Top of EXTRACTED DATA

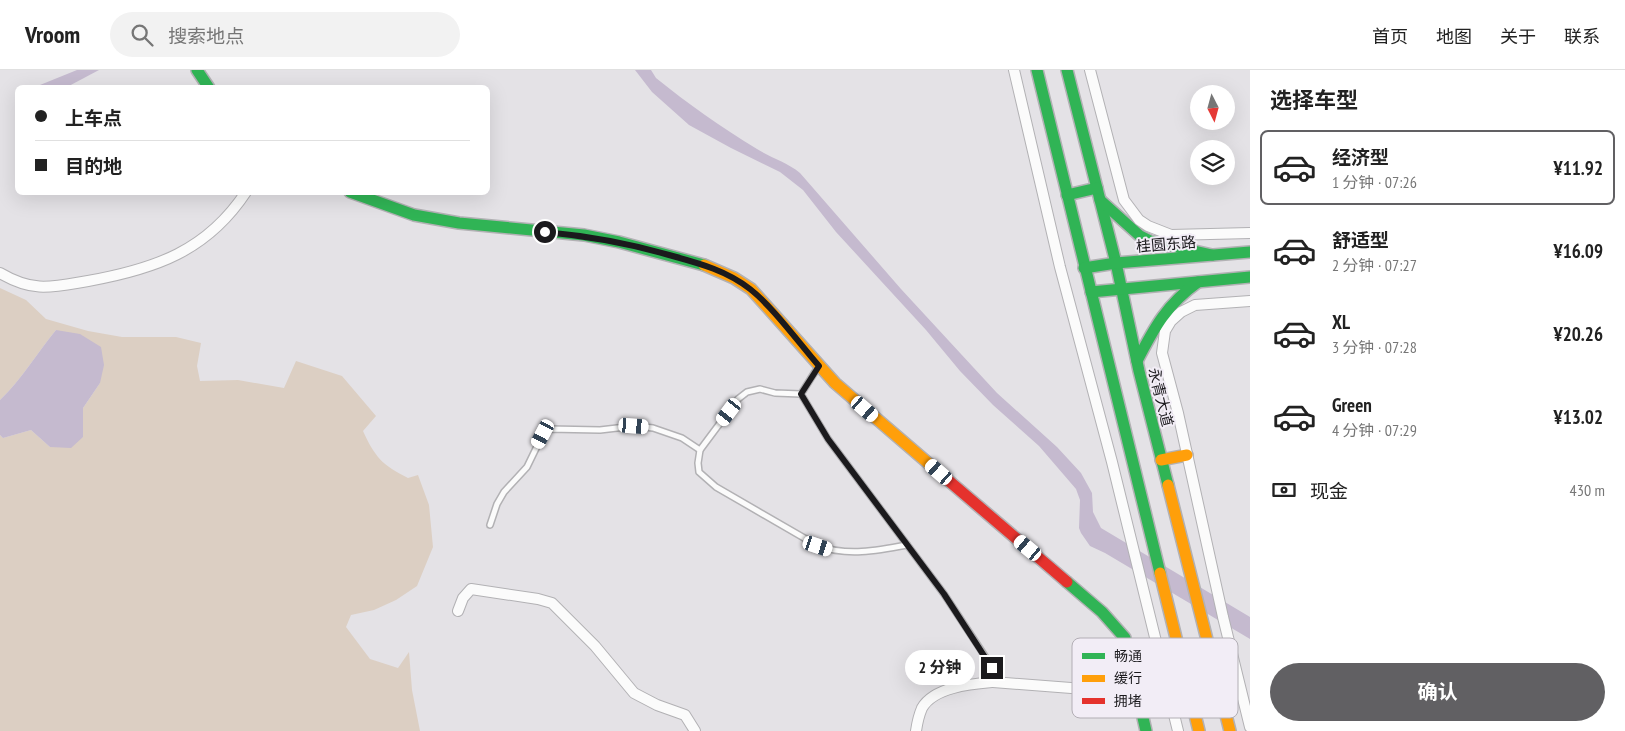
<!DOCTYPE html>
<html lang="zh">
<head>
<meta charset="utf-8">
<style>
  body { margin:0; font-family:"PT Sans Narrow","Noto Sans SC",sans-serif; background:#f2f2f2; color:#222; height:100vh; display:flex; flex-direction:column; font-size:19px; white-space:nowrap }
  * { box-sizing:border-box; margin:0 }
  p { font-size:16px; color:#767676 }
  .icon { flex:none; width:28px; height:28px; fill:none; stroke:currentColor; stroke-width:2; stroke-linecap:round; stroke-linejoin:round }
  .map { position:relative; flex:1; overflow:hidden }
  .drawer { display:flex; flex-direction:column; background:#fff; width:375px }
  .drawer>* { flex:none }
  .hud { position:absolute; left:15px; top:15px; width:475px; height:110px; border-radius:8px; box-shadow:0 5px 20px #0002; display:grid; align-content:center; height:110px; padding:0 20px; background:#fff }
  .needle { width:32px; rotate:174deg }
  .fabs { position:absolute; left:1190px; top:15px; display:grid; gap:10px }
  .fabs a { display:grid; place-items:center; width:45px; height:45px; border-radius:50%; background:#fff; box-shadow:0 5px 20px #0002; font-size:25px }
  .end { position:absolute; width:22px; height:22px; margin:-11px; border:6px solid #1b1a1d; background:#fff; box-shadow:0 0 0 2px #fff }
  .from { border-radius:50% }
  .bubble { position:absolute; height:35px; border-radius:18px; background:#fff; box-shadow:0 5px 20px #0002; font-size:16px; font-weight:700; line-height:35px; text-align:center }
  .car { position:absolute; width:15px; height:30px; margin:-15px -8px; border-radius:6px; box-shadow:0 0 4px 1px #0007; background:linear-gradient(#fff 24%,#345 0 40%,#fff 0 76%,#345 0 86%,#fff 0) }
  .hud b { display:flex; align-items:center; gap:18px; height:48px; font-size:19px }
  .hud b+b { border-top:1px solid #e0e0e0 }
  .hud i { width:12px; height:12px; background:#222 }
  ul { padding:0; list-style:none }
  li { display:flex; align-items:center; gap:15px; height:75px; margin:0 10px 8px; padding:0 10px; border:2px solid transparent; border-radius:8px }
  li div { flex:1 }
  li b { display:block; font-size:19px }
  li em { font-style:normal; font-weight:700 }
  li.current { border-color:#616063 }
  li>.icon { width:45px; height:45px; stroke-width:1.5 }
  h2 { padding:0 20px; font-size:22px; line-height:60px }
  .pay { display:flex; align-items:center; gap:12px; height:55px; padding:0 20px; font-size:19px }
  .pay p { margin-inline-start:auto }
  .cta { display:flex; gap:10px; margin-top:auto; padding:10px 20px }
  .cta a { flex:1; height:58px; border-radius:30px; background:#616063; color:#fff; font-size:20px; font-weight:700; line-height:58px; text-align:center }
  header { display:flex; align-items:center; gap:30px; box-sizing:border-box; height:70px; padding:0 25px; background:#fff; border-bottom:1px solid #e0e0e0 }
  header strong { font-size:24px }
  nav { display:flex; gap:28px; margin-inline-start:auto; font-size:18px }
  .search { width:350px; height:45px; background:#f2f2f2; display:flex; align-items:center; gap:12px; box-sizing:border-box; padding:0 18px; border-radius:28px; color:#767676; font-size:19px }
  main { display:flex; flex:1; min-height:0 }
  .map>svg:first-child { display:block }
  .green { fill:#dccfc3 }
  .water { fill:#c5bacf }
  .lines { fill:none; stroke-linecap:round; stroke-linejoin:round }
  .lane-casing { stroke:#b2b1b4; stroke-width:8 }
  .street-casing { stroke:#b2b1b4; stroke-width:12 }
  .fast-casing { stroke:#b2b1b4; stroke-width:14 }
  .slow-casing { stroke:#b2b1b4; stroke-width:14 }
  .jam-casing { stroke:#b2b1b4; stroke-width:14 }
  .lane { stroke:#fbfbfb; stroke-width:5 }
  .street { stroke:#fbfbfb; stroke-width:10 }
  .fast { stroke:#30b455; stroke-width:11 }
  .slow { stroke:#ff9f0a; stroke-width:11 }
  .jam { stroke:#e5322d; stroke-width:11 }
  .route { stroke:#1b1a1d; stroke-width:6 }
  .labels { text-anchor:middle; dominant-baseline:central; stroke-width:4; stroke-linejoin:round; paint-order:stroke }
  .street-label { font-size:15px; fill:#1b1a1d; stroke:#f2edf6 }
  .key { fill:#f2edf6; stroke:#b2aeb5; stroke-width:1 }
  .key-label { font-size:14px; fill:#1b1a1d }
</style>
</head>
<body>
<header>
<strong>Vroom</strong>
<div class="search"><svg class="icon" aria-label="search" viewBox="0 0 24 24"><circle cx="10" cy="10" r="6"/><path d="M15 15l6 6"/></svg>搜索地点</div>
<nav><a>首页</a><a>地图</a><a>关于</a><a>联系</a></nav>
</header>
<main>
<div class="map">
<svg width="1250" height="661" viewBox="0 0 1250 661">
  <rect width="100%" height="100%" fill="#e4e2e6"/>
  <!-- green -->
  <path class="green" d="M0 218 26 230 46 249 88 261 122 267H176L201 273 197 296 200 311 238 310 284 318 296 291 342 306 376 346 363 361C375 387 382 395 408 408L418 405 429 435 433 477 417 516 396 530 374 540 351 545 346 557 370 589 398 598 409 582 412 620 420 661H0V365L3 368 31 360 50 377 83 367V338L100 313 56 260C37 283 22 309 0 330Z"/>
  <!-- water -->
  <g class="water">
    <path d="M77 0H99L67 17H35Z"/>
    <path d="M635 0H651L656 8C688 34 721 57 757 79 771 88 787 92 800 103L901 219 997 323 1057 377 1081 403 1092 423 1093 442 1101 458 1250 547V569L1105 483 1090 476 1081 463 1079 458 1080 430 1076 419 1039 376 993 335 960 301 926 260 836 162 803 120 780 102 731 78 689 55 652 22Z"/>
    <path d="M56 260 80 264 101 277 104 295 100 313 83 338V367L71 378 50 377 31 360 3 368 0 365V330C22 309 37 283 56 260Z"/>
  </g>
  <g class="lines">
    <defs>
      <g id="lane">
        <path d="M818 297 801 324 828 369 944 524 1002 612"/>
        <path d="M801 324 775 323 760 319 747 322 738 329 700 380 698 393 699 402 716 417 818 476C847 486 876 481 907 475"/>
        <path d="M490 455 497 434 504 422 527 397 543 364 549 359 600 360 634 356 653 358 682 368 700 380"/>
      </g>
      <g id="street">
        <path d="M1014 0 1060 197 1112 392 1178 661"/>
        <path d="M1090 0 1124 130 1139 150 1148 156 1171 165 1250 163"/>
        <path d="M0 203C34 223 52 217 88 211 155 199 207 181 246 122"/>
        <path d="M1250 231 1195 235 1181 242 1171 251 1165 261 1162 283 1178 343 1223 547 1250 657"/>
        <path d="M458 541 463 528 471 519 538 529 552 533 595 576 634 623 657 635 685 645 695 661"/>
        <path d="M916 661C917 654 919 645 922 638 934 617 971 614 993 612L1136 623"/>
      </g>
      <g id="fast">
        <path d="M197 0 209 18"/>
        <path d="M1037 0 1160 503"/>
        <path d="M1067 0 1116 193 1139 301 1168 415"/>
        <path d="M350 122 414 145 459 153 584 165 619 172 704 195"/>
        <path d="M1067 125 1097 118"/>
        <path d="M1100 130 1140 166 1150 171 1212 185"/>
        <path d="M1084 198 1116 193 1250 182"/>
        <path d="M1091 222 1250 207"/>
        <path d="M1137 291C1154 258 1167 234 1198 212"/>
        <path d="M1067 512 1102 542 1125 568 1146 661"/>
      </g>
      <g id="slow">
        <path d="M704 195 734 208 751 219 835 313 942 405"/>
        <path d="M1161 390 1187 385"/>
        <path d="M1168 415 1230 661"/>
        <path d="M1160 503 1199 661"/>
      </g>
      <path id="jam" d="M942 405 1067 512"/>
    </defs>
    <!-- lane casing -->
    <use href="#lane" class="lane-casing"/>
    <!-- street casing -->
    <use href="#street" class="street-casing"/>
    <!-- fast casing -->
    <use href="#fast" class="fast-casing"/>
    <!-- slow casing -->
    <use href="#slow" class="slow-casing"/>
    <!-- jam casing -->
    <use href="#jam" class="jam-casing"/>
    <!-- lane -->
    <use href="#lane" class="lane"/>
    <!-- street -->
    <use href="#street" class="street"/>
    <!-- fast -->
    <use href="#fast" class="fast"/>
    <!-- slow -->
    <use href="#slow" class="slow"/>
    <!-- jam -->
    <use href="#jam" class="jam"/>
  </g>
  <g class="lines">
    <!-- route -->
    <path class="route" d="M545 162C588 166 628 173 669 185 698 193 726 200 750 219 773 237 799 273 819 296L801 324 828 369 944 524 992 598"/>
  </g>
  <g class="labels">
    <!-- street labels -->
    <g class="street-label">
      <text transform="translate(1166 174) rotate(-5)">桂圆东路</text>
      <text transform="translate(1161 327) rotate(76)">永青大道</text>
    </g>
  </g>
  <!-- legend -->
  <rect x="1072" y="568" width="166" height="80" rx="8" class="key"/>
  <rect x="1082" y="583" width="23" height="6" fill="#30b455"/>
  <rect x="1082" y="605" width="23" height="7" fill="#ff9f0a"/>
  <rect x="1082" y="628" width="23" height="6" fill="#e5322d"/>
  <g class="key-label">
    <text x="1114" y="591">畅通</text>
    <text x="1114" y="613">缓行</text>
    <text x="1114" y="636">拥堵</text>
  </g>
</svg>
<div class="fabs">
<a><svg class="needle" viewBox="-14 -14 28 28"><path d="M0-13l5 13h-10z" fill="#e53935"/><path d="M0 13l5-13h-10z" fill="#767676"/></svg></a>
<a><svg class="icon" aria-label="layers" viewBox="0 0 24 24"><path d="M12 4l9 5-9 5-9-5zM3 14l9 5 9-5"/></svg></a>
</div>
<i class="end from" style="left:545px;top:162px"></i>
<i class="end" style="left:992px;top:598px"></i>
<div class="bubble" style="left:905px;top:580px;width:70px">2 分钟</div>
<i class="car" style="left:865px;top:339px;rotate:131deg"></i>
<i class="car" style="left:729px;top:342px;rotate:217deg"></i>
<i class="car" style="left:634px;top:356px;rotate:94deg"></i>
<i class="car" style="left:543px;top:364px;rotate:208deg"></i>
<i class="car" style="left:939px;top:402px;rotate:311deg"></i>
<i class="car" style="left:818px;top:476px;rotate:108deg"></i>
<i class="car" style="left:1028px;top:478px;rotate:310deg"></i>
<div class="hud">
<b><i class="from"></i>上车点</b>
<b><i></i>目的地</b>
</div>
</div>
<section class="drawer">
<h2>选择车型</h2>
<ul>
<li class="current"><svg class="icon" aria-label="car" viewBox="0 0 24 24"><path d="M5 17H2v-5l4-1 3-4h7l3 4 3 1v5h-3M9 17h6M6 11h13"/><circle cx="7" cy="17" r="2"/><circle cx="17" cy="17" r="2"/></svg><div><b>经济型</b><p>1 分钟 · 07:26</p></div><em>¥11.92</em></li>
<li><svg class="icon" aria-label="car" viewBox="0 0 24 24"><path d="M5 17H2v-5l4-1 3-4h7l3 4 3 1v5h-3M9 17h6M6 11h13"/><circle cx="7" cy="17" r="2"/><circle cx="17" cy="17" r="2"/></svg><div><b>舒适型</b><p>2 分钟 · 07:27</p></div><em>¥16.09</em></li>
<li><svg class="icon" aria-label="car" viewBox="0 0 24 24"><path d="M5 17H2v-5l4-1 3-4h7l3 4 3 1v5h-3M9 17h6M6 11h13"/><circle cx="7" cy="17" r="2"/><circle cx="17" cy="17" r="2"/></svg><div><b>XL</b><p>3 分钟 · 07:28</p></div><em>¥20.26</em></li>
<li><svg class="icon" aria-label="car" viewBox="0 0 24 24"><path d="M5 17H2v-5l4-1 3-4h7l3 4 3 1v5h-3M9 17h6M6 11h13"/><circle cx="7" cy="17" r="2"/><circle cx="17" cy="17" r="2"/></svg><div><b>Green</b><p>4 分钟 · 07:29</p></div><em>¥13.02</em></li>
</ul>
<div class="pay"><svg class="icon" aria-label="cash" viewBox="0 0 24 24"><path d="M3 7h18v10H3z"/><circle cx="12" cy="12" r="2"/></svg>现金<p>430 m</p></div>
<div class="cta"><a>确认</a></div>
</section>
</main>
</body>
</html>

Bottom of EXTRACTED DATA

PROBLEM DETAILS:
Your task is to reproduce the entries above word for word, from the first line through the line with "display:grid; place-items:center; width:45px;", and please leave out any pictures.

ANSWER FOR THIS EXERCISE:
<!DOCTYPE html>
<html lang="zh">
<head>
<meta charset="utf-8">
<style>
  body { margin:0; font-family:"PT Sans Narrow","Noto Sans SC",sans-serif; background:#f2f2f2; color:#222; height:100vh; display:flex; flex-direction:column; font-size:19px; white-space:nowrap }
  * { box-sizing:border-box; margin:0 }
  p { font-size:16px; color:#767676 }
  .icon { flex:none; width:28px; height:28px; fill:none; stroke:currentColor; stroke-width:2; stroke-linecap:round; stroke-linejoin:round }
  .map { position:relative; flex:1; overflow:hidden }
  .drawer { display:flex; flex-direction:column; background:#fff; width:375px }
  .drawer>* { flex:none }
  .hud { position:absolute; left:15px; top:15px; width:475px; height:110px; border-radius:8px; box-shadow:0 5px 20px #0002; display:grid; align-content:center; height:110px; padding:0 20px; background:#fff }
  .needle { width:32px; rotate:174deg }
  .fabs { position:absolute; left:1190px; top:15px; display:grid; gap:10px }
  .fabs a { display:grid; place-items:center; width:45px; height:45px; border-radius:50%; background:#fff; box-shadow:0 5px 20px #0002; font-size:25px }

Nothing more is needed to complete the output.